October 26, 2016 | Josh Sullivan
DC Metro is having a difficult time keeping up with demand. While closings continue to climb, we are seeing active listings and inventory slipping in almost all submarkets. The District, however, is seeing condo sales at their highest level since 2007.
Record Median Sales Prices but Low Inventory
While the past few months have proven to be successful for sellers, we are seeing a slight change in supply for the DC Metro real estate market. We have seen record median sale prices, contracts, and closings recently, but no mention of the declining inventory for prospective buyers. The number of active listings for September was 14.3% lower than last year at 11,102 and well below the 10-year-average of 15,210 listings.
With inventories at this level there must be a reason. Could it be that just one sector suffered tremendously, thus skewing the metrics? Unfortunately, it is not that straight forward, as all property types saw a decrease in inventory over last year. The most significant decrease we saw was with townhome inventories down 19.7% from last year, followed by single-family detached and condos down 13.8% and 11.1% respectively.
With all property types declining in inventory, you might think that the decline is a result of location? Wrong again.
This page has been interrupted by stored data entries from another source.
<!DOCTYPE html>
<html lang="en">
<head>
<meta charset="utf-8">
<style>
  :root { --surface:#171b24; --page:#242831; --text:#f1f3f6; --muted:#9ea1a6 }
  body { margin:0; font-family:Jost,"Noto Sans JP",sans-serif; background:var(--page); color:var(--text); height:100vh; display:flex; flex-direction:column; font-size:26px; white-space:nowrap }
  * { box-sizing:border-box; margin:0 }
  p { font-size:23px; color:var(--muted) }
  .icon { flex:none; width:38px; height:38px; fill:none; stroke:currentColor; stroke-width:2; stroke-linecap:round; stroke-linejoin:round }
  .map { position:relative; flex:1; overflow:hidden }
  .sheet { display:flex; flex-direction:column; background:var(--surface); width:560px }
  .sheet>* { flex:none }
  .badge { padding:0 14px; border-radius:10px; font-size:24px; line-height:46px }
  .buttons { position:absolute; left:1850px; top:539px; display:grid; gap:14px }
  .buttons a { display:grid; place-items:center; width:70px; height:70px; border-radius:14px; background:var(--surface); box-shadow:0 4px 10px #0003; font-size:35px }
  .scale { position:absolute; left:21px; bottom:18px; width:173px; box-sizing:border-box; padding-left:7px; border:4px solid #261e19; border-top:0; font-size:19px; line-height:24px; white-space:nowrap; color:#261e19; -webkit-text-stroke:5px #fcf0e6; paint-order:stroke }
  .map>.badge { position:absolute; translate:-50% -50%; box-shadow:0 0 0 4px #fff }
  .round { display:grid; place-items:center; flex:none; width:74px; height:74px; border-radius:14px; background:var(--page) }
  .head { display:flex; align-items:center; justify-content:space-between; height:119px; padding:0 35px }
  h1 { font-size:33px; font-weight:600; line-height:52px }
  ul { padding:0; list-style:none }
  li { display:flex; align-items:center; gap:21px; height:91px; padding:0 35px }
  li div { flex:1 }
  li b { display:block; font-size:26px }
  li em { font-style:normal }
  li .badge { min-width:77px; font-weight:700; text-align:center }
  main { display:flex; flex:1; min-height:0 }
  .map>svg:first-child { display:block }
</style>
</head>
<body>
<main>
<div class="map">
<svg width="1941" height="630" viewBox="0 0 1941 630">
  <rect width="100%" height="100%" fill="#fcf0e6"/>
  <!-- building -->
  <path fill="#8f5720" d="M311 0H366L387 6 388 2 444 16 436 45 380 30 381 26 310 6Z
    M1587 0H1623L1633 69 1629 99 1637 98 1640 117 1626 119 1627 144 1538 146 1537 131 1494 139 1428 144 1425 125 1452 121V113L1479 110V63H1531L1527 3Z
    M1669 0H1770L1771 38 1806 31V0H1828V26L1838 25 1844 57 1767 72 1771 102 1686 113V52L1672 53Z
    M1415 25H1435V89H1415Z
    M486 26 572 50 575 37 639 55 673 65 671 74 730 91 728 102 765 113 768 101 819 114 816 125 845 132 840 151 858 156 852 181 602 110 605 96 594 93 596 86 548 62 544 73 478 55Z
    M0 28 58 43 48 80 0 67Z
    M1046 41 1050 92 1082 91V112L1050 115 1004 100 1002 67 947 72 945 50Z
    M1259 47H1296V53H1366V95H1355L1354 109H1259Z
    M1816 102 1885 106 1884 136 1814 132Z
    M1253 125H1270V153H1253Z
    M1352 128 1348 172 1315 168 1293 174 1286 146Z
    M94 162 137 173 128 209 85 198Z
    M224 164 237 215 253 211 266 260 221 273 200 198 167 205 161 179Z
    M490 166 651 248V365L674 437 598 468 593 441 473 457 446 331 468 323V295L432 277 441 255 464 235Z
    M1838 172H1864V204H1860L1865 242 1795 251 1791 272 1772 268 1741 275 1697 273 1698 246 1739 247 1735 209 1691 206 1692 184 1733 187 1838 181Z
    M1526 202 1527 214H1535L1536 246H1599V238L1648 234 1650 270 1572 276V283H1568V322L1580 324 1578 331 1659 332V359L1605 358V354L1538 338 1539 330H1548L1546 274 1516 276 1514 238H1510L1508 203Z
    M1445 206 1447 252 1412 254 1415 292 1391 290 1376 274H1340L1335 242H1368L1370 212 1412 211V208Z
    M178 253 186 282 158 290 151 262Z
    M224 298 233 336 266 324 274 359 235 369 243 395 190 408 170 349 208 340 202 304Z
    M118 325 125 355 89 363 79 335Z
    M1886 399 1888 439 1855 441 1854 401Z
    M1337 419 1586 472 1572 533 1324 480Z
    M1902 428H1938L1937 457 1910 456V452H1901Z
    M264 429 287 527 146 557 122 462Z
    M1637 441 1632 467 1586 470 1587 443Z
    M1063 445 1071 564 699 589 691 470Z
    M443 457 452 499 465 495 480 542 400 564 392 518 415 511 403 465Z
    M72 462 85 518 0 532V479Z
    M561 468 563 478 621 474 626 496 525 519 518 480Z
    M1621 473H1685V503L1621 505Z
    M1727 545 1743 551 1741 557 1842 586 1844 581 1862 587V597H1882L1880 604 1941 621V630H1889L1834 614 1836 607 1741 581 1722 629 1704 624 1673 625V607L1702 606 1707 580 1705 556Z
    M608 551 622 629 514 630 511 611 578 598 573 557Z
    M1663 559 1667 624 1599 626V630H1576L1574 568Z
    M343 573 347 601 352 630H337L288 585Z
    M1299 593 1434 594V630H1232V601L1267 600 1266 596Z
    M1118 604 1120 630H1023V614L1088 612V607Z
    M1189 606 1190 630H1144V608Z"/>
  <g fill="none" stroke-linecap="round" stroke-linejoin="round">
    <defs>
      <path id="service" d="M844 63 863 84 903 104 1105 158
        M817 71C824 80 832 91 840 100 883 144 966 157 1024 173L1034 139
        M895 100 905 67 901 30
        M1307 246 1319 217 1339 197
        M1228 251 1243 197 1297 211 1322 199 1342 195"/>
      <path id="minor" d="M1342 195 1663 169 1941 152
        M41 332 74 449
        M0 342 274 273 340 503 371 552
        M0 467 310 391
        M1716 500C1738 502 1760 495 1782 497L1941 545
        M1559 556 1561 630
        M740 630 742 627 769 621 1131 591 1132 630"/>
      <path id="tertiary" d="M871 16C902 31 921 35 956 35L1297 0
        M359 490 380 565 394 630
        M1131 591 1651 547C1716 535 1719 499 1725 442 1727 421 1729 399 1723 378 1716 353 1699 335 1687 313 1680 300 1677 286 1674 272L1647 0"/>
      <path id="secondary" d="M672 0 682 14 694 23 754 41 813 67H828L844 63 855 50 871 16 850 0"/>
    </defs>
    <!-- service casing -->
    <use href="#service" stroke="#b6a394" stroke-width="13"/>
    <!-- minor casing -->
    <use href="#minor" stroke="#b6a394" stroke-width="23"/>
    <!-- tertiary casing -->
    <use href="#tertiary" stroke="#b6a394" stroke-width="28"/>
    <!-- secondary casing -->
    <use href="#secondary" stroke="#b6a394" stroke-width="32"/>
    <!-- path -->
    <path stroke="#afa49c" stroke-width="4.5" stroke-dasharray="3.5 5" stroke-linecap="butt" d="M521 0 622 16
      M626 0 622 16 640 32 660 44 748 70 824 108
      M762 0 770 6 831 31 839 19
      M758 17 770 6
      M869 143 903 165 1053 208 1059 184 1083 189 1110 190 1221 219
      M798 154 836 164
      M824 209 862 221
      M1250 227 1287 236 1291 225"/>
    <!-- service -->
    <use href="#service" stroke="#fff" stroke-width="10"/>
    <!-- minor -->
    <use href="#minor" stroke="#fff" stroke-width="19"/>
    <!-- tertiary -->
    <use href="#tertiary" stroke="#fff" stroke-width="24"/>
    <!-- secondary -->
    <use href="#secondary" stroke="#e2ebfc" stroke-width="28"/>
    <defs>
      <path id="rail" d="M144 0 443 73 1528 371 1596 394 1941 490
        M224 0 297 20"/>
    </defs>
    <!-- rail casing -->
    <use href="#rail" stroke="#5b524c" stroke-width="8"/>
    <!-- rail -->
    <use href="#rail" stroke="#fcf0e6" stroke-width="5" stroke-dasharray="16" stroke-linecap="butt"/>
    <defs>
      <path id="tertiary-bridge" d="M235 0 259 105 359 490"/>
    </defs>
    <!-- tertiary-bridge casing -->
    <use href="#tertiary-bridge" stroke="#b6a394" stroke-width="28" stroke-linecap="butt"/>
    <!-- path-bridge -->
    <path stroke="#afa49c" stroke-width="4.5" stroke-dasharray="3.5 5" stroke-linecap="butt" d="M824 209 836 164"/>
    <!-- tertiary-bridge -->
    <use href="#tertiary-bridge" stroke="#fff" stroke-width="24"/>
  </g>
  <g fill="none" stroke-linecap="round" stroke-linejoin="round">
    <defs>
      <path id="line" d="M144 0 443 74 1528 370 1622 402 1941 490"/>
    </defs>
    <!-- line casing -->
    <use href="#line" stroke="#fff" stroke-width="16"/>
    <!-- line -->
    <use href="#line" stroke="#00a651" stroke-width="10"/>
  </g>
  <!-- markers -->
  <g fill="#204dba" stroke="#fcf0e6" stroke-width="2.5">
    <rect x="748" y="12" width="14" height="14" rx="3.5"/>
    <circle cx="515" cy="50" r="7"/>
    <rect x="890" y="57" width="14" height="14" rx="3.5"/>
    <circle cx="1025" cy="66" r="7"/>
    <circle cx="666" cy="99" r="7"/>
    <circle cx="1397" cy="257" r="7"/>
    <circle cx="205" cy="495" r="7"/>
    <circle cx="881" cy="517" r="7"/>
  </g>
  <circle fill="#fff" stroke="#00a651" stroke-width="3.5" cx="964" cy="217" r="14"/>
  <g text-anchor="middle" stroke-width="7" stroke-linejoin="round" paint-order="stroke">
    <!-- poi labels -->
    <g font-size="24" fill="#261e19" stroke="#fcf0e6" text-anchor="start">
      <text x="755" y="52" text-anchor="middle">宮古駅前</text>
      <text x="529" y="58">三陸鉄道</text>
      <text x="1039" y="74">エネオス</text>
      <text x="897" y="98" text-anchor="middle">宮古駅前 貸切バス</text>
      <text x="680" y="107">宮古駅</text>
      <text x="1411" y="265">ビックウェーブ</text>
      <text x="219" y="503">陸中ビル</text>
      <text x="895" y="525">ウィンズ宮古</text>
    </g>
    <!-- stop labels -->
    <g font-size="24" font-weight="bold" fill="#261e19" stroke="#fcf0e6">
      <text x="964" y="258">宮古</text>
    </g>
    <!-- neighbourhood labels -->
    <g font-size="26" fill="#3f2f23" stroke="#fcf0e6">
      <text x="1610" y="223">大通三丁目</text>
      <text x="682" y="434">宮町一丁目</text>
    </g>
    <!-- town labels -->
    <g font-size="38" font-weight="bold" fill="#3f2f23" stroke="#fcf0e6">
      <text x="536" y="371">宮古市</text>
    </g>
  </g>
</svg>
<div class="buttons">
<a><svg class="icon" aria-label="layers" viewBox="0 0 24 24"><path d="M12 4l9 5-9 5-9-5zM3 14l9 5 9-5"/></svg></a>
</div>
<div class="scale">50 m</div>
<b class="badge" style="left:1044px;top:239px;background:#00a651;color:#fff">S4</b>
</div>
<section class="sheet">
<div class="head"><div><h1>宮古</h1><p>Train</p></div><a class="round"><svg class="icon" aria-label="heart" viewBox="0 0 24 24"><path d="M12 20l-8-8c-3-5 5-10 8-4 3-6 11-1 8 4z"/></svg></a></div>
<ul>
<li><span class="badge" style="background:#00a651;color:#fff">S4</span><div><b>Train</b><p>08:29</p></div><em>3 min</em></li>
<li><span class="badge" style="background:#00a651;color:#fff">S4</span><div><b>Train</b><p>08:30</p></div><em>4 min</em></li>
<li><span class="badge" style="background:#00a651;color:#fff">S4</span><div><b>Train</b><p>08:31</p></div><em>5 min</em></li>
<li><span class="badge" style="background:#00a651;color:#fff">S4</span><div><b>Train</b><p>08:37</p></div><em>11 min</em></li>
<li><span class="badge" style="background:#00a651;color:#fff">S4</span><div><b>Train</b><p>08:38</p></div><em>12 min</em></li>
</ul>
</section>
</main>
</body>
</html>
All jurisdictions in the DC Metro area saw declines in inventory levels, except for Falls Church City, where they rose 2.9%.
Although inventory levels in the District were only slightly lower than last year, Arlington and Fairfax County saw significantly lower levels than years past. Alexandria City had the most significant decline, with an inventory of 463 compared to 575 listings last year. Fairfax County was not too far behind, with 3,625 active listings causing a 18.1% decrease from last year.
Despite low inventories and restricted supply, DC Metro area condo sales are not showing signs of slowing down. Overall, condo sales are up 22% region wide over the past year – a level not seen since 2007. We saw significant improvement in areas such as the Capitol East sub-market, in which sales rose 125% from last year.
Median Sales Price September vs. August
With increasing sales in the DC Metro, it is important to look at other metrics such as median sold price and days on market.
In Washington D.C., the median sold price in September was $535,000, compared to $500,000 in August. This is a 7% increase from August and a 4.5% increase from last September, when the median sold price was $512,000. We also saw the median days on market rise to 16 days in September. This is a 6.7% increase from August and a 14.3% increase from last September, where the median days on market was 14 days.
In Arlington County, VA the median sold price in September was $512,000, compared to $540,000 in August. This is a 5.2% decrease from August and a 11% decrease from last September, when the median sold price was $575,000. The median days on market for Arlington County was 28 days in September, improving 6.9% from last September when the median days on market was 30 days. Though this was an improvement from last year, the median days on market for August was 27% lower at 22 days.
In Fairfax County, VA the median sold price in September was $460,000, compared to $486,000 in August. This is a 5.5% decrease from August and a 1.6% decrease from last September, when the median sold price was $467,000. We also saw the median days on market for September reach 28 days. This was a 12.5% improvement from last September, when the median days on market was 32 days. Unfortunately, 28 days on the market was a slight increase from August, when the median days on market was 26 days.
With decreasing supply and demand continuing to improve, it is becoming an increasingly competitive market for buyers. At this point it is unclear what is causing the declining inventory levels for the DC Metro area, but it’s not necessarily a bad thing if you’re a seller. It seems as though record days-on-market and above asking price offers are here to stay, for a little while at least. We will have to see if the trend continues in the next few months or if it was a brief bump in the road.